- _DATA_:
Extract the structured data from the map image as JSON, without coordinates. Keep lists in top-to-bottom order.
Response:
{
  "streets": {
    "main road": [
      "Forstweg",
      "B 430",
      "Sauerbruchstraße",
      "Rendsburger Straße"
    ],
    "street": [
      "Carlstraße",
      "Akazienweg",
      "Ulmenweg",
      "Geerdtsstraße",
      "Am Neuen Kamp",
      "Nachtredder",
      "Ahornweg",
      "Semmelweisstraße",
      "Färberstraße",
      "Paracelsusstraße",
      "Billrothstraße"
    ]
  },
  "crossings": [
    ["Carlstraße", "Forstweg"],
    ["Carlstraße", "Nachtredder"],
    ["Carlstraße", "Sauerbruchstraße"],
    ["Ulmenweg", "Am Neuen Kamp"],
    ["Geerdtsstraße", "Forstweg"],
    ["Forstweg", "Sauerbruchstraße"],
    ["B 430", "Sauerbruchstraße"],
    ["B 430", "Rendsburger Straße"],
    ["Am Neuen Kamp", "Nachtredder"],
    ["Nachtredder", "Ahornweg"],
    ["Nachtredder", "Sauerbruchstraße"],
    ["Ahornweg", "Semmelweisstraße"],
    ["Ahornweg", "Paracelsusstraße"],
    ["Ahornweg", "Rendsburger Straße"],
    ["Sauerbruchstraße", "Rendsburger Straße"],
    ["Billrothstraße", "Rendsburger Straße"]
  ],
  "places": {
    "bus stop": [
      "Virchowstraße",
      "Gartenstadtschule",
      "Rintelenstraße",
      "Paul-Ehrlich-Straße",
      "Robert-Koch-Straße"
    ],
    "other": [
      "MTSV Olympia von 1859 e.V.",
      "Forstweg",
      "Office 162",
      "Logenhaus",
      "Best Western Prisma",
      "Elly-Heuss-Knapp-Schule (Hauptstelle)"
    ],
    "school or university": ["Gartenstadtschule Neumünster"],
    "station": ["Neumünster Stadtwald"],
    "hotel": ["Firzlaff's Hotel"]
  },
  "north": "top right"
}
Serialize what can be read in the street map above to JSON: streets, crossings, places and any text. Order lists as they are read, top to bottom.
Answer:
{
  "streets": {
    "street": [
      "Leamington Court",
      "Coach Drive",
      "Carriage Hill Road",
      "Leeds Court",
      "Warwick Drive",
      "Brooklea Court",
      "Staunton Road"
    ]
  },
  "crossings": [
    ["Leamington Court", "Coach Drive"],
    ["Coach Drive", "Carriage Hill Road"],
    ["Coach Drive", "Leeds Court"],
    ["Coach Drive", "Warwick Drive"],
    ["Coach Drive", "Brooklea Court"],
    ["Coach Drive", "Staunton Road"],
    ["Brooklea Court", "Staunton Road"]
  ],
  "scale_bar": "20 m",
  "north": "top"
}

- _DIRECTIONS FOR THIS TASK_: Return all lines in the data that include the word "Gartenstadtschule".

- _SOLUTION TO THIS TASK_:
      "Gartenstadtschule",
    "school or university": ["Gartenstadtschule Neumünster"],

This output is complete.